— Action item —
Output every entry exactly, from the first line to the last.

Raw data Start Marker

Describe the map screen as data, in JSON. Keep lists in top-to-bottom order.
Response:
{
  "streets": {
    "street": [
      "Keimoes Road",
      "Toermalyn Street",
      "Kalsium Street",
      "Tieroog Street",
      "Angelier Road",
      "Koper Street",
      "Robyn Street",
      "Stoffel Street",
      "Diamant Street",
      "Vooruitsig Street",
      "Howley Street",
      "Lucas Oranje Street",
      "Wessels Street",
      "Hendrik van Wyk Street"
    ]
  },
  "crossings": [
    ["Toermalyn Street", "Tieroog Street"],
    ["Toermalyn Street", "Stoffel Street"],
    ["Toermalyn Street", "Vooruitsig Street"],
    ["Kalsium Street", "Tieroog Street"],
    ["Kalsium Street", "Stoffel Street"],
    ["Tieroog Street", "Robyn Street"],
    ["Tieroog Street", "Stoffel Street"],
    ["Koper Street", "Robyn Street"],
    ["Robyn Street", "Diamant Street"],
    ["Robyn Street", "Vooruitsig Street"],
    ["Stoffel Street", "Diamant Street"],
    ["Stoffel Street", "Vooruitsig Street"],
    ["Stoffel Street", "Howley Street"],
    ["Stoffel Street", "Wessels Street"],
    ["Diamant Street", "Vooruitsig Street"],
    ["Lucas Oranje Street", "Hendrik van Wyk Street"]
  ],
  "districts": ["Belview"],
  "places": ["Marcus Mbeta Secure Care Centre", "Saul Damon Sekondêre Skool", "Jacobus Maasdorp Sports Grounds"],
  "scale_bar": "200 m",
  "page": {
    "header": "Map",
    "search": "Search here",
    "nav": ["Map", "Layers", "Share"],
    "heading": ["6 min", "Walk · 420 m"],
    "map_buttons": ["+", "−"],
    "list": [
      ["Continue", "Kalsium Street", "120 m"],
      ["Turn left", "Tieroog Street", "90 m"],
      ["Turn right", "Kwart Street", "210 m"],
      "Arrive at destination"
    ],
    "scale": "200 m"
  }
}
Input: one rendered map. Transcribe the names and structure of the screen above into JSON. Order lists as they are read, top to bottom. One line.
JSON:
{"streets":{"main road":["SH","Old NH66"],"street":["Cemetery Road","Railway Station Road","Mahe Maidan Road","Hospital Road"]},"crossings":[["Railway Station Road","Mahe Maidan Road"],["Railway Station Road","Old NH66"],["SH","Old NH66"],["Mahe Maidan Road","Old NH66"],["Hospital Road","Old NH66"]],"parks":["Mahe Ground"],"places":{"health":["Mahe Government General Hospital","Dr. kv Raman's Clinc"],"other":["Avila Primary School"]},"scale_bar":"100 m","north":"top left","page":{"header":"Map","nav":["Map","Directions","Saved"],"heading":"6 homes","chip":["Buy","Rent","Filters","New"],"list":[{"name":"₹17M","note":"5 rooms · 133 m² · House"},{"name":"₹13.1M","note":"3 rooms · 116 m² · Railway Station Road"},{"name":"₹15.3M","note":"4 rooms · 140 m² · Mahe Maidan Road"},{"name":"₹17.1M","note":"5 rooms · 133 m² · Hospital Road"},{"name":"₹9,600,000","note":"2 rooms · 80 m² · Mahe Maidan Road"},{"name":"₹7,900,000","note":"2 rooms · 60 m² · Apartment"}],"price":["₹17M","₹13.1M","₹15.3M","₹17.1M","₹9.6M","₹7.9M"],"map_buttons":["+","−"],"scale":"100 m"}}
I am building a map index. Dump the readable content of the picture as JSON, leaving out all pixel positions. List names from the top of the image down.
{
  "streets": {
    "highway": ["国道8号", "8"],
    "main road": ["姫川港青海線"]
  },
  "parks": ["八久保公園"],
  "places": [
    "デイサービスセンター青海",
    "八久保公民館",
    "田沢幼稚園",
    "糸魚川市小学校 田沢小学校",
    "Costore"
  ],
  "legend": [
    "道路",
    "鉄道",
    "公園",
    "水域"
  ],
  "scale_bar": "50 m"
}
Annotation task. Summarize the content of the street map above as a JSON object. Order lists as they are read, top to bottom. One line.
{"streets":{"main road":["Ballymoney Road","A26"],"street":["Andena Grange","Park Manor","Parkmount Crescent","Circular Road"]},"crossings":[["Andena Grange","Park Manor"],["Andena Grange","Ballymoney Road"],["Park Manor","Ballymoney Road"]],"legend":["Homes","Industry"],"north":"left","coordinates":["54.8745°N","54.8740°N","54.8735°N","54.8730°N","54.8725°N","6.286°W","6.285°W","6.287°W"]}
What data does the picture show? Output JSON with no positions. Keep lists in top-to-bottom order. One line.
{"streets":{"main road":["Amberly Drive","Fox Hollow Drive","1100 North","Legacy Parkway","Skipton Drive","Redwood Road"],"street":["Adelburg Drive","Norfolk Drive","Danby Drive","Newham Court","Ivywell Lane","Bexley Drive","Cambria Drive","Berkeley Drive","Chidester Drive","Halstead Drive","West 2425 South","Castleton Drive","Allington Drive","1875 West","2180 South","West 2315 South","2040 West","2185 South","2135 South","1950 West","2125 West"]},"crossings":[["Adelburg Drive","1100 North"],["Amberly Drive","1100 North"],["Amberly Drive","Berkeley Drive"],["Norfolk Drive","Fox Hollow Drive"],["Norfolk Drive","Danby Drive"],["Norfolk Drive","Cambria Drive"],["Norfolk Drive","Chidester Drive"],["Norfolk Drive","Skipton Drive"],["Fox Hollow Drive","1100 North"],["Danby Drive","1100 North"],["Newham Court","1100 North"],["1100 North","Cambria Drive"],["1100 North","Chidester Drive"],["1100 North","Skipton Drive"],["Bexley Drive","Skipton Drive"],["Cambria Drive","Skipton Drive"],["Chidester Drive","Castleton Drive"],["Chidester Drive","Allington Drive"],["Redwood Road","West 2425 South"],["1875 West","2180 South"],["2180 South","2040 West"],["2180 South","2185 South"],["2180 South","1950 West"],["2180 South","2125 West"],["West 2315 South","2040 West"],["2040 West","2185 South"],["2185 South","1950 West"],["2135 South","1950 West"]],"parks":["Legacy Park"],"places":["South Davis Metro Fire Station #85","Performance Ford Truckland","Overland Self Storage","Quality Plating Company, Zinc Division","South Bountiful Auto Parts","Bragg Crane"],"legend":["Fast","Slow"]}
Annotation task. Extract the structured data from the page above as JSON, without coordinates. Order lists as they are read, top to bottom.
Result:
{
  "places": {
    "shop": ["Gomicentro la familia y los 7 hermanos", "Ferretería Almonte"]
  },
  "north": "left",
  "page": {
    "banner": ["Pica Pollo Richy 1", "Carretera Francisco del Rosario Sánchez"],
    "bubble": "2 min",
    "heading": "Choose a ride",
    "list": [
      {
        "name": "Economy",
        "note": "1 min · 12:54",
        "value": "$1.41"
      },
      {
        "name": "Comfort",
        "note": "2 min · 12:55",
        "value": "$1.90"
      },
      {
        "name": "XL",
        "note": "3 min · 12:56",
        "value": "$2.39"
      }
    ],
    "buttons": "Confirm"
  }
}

Raw data End Marker

— Exercise solution —
Describe the map screen as data, in JSON. Keep lists in top-to-bottom order.
Response:
{
  "streets": {
    "street": [
      "Keimoes Road",
      "Toermalyn Street",
      "Kalsium Street",
      "Tieroog Street",
      "Angelier Road",
      "Koper Street",
      "Robyn Street",
      "Stoffel Street",
      "Diamant Street",
      "Vooruitsig Street",
      "Howley Street",
      "Lucas Oranje Street",
      "Wessels Street",
      "Hendrik van Wyk Street"
    ]
  },
  "crossings": [
    ["Toermalyn Street", "Tieroog Street"],
    ["Toermalyn Street", "Stoffel Street"],
    ["Toermalyn Street", "Vooruitsig Street"],
    ["Kalsium Street", "Tieroog Street"],
    ["Kalsium Street", "Stoffel Street"],
    ["Tieroog Street", "Robyn Street"],
    ["Tieroog Street", "Stoffel Street"],
    ["Koper Street", "Robyn Street"],
    ["Robyn Street", "Diamant Street"],
    ["Robyn Street", "Vooruitsig Street"],
    ["Stoffel Street", "Diamant Street"],
    ["Stoffel Street", "Vooruitsig Street"],
    ["Stoffel Street", "Howley Street"],
    ["Stoffel Street", "Wessels Street"],
    ["Diamant Street", "Vooruitsig Street"],
    ["Lucas Oranje Street", "Hendrik van Wyk Street"]
  ],
  "districts": ["Belview"],
  "places": ["Marcus Mbeta Secure Care Centre", "Saul Damon Sekondêre Skool", "Jacobus Maasdorp Sports Grounds"],
  "scale_bar": "200 m",
  "page": {
    "header": "Map",
    "search": "Search here",
    "nav": ["Map", "Layers", "Share"],
    "heading": ["6 min", "Walk · 420 m"],
    "map_buttons": ["+", "−"],
    "list": [
      ["Continue", "Kalsium Street", "120 m"],
      ["Turn left", "Tieroog Street", "90 m"],
      ["Turn right", "Kwart Street", "210 m"],
      "Arrive at destination"
    ],
    "scale": "200 m"
  }
}
Input: one rendered map. Transcribe the names and structure of the screen above into JSON. Order lists as they are read, top to bottom. One line.
JSON:
{"streets":{"main road":["SH","Old NH66"],"street":["Cemetery Road","Railway Station Road","Mahe Maidan Road","Hospital Road"]},"crossings":[["Railway Station Road","Mahe Maidan Road"],["Railway Station Road","Old NH66"],["SH","Old NH66"],["Mahe Maidan Road","Old NH66"],["Hospital Road","Old NH66"]],"parks":["Mahe Ground"],"places":{"health":["Mahe Government General Hospital","Dr. kv Raman's Clinc"],"other":["Avila Primary School"]},"scale_bar":"100 m","north":"top left","page":{"header":"Map","nav":["Map","Directions","Saved"],"heading":"6 homes","chip":["Buy","Rent","Filters","New"],"list":[{"name":"₹17M","note":"5 rooms · 133 m² · House"},{"name":"₹13.1M","note":"3 rooms · 116 m² · Railway Station Road"},{"name":"₹15.3M","note":"4 rooms · 140 m² · Mahe Maidan Road"},{"name":"₹17.1M","note":"5 rooms · 133 m² · Hospital Road"},{"name":"₹9,600,000","note":"2 rooms · 80 m² · Mahe Maidan Road"},{"name":"₹7,900,000","note":"2 rooms · 60 m² · Apartment"}],"price":["₹17M","₹13.1M","₹15.3M","₹17.1M","₹9.6M","₹7.9M"],"map_buttons":["+","−"],"scale":"100 m"}}
I am building a map index. Dump the readable content of the picture as JSON, leaving out all pixel positions. List names from the top of the image down.
{
  "streets": {
    "highway": ["国道8号", "8"],
    "main road": ["姫川港青海線"]
  },
  "parks": ["八久保公園"],
  "places": [
    "デイサービスセンター青海",
    "八久保公民館",
    "田沢幼稚園",
    "糸魚川市小学校 田沢小学校",
    "Costore"
  ],
  "legend": [
    "道路",
    "鉄道",
    "公園",
    "水域"
  ],
  "scale_bar": "50 m"
}
Annotation task. Summarize the content of the street map above as a JSON object. Order lists as they are read, top to bottom. One line.
{"streets":{"main road":["Ballymoney Road","A26"],"street":["Andena Grange","Park Manor","Parkmount Crescent","Circular Road"]},"crossings":[["Andena Grange","Park Manor"],["Andena Grange","Ballymoney Road"],["Park Manor","Ballymoney Road"]],"legend":["Homes","Industry"],"north":"left","coordinates":["54.8745°N","54.8740°N","54.8735°N","54.8730°N","54.8725°N","6.286°W","6.285°W","6.287°W"]}
What data does the picture show? Output JSON with no positions. Keep lists in top-to-bottom order. One line.
{"streets":{"main road":["Amberly Drive","Fox Hollow Drive","1100 North","Legacy Parkway","Skipton Drive","Redwood Road"],"street":["Adelburg Drive","Norfolk Drive","Danby Drive","Newham Court","Ivywell Lane","Bexley Drive","Cambria Drive","Berkeley Drive","Chidester Drive","Halstead Drive","West 2425 South","Castleton Drive","Allington Drive","1875 West","2180 South","West 2315 South","2040 West","2185 South","2135 South","1950 West","2125 West"]},"crossings":[["Adelburg Drive","1100 North"],["Amberly Drive","1100 North"],["Amberly Drive","Berkeley Drive"],["Norfolk Drive","Fox Hollow Drive"],["Norfolk Drive","Danby Drive"],["Norfolk Drive","Cambria Drive"],["Norfolk Drive","Chidester Drive"],["Norfolk Drive","Skipton Drive"],["Fox Hollow Drive","1100 North"],["Danby Drive","1100 North"],["Newham Court","1100 North"],["1100 North","Cambria Drive"],["1100 North","Chidester Drive"],["1100 North","Skipton Drive"],["Bexley Drive","Skipton Drive"],["Cambria Drive","Skipton Drive"],["Chidester Drive","Castleton Drive"],["Chidester Drive","Allington Drive"],["Redwood Road","West 2425 South"],["1875 West","2180 South"],["2180 South","2040 West"],["2180 South","2185 South"],["2180 South","1950 West"],["2180 South","2125 West"],["West 2315 South","2040 West"],["2040 West","2185 South"],["2185 South","1950 West"],["2135 South","1950 West"]],"parks":["Legacy Park"],"places":["South Davis Metro Fire Station #85","Performance Ford Truckland","Overland Self Storage","Quality Plating Company, Zinc Division","South Bountiful Auto Parts","Bragg Crane"],"legend":["Fast","Slow"]}
Annotation task. Extract the structured data from the page above as JSON, without coordinates. Order lists as they are read, top to bottom.
Result:
{
  "places": {
    "shop": ["Gomicentro la familia y los 7 hermanos", "Ferretería Almonte"]
  },
  "north": "left",
  "page": {
    "banner": ["Pica Pollo Richy 1", "Carretera Francisco del Rosario Sánchez"],
    "bubble": "2 min",
    "heading": "Choose a ride",
    "list": [
      {
        "name": "Economy",
        "note": "1 min · 12:54",
        "value": "$1.41"
      },
      {
        "name": "Comfort",
        "note": "2 min · 12:55",
        "value": "$1.90"
      },
      {
        "name": "XL",
        "note": "3 min · 12:56",
        "value": "$2.39"
      }
    ],
    "buttons": "Confirm"
  }
}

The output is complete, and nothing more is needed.